Estos tres reinos de la Naturaleza están debidamente
impresos en el naipe. El protagonista, símbolo del ser humano,
es el mismo joven enamorado anterior que definitivamente ha elegido
realizarse como varón escogiendo la vida y lanzándose
al mundo ávido por perpetrar su conquista, al tiempo que consuma
su autoconocimiento y la medida de sus posibilidades de éxito
en la consecución de la hazaña. El Carro va tirado por
una pareja de caballos: son los animales que también están
dentro de él mismo, su comportamiento automático, sus
hábitos y tendencias instintivas que tendrá que dominar
para conseguir llegar a feliz término en un vehículo ciertamente
inseguro.
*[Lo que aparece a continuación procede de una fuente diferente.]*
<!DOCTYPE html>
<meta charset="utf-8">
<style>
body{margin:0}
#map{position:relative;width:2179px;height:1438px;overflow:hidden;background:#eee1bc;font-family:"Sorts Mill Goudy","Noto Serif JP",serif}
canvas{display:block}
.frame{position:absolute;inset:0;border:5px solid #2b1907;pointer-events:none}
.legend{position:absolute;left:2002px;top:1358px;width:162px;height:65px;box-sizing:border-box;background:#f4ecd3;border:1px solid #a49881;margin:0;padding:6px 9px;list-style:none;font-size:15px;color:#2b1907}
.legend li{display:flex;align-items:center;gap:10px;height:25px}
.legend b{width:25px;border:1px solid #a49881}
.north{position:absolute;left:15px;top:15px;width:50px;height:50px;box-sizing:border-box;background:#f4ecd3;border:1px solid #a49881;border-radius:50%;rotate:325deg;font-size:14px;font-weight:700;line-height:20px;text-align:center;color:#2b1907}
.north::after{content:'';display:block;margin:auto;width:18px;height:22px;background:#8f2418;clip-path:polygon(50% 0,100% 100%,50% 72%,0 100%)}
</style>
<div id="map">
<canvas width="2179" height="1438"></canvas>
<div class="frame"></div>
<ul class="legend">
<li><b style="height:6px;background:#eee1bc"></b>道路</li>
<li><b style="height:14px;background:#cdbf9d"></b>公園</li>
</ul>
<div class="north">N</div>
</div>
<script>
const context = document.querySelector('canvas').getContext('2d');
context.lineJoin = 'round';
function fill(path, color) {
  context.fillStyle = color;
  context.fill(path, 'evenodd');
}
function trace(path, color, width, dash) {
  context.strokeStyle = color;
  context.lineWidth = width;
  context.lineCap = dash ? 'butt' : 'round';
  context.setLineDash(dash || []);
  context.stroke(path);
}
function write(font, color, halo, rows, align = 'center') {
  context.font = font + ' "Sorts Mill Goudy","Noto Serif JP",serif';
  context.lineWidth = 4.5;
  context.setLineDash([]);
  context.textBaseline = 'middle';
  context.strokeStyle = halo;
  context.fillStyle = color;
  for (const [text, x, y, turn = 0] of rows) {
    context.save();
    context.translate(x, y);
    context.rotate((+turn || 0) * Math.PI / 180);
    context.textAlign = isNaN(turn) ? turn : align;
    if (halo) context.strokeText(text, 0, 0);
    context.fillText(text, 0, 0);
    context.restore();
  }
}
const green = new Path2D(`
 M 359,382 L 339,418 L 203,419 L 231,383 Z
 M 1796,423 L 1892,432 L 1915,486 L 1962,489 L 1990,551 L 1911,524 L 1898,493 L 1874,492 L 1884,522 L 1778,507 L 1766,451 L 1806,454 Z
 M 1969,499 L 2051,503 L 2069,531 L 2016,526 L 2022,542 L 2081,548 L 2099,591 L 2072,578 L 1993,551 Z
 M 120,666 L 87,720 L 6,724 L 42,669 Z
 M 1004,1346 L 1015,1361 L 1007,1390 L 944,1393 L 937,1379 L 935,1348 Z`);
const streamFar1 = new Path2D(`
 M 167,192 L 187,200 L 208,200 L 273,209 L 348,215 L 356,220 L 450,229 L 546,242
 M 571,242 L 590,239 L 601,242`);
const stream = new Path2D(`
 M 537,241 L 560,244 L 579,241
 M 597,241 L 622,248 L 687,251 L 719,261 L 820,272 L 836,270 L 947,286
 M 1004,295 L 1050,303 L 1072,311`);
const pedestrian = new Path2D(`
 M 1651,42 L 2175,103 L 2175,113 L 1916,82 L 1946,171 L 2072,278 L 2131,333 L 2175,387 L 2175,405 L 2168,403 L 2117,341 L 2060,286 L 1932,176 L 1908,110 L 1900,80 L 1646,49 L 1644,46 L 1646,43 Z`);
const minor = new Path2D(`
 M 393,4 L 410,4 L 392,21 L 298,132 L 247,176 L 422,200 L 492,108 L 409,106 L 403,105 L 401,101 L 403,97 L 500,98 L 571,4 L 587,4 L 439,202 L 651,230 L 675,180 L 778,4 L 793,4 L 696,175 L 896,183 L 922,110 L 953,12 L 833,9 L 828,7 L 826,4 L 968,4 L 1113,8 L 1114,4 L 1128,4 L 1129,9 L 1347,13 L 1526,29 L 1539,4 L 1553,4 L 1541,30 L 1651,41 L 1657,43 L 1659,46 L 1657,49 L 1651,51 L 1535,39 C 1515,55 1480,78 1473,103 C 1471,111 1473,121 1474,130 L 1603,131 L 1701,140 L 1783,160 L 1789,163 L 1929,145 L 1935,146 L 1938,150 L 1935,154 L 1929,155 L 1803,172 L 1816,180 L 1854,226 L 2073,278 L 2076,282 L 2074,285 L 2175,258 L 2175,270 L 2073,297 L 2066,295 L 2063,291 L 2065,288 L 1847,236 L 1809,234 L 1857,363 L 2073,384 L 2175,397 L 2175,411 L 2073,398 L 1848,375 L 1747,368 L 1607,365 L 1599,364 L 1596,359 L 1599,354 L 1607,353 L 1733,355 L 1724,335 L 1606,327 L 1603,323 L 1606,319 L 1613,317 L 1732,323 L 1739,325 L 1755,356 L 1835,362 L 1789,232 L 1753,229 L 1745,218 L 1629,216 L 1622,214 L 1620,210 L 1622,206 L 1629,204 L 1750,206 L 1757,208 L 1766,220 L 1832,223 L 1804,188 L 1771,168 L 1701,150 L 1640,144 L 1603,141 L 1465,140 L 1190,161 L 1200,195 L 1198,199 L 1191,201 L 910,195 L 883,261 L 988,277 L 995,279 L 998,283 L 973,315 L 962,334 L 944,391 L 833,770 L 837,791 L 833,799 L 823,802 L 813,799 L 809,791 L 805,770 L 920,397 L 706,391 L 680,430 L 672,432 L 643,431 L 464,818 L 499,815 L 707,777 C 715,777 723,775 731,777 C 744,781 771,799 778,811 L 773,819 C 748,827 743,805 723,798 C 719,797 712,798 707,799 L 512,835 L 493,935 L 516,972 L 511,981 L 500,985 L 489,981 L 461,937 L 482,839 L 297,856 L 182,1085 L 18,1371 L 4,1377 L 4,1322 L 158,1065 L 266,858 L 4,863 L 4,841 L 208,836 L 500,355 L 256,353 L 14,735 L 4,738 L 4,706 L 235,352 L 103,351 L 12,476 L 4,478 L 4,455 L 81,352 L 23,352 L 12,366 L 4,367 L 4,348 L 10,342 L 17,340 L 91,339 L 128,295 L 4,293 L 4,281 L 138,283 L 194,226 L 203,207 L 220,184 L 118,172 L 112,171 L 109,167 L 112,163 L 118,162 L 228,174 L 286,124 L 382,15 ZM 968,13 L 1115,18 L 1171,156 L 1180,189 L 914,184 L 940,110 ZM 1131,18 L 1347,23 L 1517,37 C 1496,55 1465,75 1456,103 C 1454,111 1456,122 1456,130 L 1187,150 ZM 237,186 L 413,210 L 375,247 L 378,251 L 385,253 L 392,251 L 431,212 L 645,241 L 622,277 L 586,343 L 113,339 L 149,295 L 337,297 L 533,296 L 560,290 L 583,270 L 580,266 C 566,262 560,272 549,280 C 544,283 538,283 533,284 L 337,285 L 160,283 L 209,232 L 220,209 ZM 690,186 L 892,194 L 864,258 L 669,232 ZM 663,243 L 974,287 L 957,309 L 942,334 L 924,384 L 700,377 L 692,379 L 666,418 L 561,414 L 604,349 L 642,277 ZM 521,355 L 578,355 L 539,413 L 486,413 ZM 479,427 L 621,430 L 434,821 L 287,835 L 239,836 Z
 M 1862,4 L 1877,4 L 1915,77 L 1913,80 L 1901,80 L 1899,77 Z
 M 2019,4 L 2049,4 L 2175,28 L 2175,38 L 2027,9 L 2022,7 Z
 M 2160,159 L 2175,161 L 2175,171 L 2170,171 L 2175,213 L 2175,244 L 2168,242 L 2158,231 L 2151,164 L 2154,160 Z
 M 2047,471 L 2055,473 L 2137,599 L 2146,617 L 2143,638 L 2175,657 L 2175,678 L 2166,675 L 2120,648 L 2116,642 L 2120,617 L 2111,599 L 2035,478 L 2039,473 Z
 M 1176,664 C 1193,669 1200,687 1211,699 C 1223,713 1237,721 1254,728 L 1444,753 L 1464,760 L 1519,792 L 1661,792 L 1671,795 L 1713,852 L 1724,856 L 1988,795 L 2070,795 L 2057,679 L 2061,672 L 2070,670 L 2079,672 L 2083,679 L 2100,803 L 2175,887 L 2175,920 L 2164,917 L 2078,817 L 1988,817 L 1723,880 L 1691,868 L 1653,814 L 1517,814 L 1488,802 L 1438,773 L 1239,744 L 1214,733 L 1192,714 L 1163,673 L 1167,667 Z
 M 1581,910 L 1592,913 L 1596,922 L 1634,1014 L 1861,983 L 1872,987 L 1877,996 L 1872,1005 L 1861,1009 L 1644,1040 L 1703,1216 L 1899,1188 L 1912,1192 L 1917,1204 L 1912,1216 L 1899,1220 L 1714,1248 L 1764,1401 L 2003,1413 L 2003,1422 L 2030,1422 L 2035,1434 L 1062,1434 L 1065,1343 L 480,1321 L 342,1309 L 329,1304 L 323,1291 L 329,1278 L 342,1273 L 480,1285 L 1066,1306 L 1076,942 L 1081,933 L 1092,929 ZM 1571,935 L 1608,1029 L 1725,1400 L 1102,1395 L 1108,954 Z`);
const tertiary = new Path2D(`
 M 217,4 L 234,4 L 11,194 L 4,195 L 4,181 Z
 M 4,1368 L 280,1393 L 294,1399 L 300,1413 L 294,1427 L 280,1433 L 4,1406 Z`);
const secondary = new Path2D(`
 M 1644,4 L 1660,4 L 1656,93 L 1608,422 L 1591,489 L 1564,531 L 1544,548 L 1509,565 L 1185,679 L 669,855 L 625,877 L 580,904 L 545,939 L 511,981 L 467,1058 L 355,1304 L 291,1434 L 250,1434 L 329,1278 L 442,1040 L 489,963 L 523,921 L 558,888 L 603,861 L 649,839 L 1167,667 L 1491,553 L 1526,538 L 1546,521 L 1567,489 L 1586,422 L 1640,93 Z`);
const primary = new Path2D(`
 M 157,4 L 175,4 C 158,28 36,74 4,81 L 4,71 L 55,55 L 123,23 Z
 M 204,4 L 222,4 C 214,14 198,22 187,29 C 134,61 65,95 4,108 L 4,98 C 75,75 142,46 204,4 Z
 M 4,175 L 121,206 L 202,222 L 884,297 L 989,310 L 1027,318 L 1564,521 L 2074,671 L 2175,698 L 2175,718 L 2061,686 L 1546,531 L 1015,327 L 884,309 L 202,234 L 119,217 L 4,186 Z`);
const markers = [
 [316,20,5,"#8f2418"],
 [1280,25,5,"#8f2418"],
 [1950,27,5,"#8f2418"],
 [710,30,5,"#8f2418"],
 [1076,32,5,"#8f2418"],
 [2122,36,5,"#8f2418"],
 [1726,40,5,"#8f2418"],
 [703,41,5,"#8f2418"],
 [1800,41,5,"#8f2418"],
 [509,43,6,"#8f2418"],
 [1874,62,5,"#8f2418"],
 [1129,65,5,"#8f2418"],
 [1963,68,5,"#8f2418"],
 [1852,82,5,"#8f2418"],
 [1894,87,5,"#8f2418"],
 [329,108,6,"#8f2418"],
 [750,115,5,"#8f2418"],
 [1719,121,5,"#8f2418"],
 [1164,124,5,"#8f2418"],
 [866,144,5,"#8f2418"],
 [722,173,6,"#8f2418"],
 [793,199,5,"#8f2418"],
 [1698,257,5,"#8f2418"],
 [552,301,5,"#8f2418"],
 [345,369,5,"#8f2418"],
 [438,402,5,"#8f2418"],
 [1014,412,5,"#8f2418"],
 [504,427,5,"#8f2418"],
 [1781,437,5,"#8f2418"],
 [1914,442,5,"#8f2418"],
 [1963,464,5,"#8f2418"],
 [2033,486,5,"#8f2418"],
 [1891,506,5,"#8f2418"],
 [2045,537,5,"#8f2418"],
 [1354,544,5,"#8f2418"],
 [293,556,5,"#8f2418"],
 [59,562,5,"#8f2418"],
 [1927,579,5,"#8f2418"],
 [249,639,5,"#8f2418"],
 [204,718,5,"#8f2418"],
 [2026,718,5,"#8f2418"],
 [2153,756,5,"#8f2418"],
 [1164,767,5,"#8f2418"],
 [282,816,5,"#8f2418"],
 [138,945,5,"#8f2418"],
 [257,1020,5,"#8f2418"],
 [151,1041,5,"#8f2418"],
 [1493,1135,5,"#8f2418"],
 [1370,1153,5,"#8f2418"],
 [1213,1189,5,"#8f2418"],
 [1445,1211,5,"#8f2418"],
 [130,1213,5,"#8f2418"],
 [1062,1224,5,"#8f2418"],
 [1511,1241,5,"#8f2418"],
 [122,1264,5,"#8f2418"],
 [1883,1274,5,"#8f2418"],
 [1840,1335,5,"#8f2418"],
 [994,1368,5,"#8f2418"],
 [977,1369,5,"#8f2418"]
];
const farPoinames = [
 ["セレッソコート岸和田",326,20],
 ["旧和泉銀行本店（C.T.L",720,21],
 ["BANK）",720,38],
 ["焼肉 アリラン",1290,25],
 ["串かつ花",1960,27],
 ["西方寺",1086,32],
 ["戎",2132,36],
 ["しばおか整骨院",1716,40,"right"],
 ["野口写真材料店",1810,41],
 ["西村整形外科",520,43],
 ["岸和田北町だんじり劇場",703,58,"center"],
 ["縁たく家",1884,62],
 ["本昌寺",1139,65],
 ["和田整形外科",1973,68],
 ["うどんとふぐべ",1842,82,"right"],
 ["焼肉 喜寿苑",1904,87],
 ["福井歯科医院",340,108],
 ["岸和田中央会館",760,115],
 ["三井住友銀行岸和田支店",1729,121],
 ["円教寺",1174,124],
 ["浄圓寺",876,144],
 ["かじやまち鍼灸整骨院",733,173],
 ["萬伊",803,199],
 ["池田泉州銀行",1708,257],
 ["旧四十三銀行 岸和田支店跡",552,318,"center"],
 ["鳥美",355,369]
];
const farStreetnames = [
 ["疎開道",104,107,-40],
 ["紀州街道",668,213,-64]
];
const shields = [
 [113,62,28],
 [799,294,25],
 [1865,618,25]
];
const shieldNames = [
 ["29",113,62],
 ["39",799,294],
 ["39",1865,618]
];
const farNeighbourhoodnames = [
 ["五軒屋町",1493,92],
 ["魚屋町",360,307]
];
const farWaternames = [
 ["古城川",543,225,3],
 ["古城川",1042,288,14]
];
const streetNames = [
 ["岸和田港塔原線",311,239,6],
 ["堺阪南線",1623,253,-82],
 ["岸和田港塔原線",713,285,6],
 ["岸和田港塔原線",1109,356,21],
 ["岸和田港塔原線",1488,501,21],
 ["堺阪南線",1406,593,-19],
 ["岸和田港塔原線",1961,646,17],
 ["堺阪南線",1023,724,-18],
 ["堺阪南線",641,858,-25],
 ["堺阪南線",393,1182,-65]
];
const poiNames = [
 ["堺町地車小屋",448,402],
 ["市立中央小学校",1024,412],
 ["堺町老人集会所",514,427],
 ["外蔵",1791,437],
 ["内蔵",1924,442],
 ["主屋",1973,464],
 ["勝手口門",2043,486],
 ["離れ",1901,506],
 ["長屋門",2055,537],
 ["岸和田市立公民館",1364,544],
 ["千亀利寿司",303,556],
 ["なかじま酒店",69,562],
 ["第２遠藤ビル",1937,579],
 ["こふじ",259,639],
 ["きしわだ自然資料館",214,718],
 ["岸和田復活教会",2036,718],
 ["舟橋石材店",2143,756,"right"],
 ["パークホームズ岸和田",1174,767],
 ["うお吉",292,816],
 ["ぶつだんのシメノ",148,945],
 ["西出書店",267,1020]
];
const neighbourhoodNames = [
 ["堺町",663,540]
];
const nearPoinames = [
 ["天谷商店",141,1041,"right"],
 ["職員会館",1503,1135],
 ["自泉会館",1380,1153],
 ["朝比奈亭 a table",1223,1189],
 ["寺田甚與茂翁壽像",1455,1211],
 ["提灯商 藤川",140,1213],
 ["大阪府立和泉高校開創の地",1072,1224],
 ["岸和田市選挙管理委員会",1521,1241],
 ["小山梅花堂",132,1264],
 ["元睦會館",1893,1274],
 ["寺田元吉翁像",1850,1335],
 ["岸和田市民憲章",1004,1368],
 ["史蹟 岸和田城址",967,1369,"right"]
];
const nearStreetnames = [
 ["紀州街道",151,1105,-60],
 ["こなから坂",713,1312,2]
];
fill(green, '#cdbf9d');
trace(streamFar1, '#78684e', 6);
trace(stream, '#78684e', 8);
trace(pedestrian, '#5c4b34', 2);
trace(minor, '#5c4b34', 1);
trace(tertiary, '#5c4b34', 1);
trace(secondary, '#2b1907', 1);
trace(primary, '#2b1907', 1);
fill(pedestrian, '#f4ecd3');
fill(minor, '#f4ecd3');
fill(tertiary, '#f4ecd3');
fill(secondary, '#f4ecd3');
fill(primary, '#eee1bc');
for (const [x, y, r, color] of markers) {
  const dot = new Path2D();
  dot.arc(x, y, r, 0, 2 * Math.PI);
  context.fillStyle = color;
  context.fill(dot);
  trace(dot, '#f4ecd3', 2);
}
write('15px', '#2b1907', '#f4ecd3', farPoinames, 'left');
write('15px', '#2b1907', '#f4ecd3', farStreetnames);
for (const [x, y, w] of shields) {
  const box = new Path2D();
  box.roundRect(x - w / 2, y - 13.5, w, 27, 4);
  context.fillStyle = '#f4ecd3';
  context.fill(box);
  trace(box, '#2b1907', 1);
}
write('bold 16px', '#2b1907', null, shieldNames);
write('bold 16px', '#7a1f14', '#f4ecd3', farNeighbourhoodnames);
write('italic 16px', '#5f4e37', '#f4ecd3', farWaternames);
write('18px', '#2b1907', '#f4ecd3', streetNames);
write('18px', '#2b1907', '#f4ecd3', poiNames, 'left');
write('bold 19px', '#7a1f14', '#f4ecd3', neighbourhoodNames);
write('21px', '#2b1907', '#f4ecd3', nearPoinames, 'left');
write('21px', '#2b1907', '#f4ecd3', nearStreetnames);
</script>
El movimiento es la esencia del Carro. Aquí nos encontramos
en los cuatro vértices de la base piramidal intermedia donde
está ubicada la conciencia individual dimensionalmente simbolizada
por el movimiento. El joven auriga hace en el meso y en el microcosmos
el mismo papel que desempeña el Emperador en el macrocosmos;
de hecho, en su cabeza también lleva puesta una corona, es un
príncipe. Es capaz de interiorizar la realidad física
en su mentalidad transformándola en una realidad psíquica
emparentada con lo antimaterial.
Su lectura es la siguiente:
El Carro demuestra triunfo, victoria, superación
de obstáculos, esperanza, conquista. Buena noticia inesperada.
Gran autocontrol, habilidad para determinar el propio destino. Gran
fuerza física y mental. Velocidad. Viaje.
Posición invertida: Desorden generalizado. Enfermedad. Peligroso
descontrol. Peligro de un accidente violento. Malas noticias. Fatiga.
Falta de tacto. Mala conducta. Actividad afiebrada y sin reposo.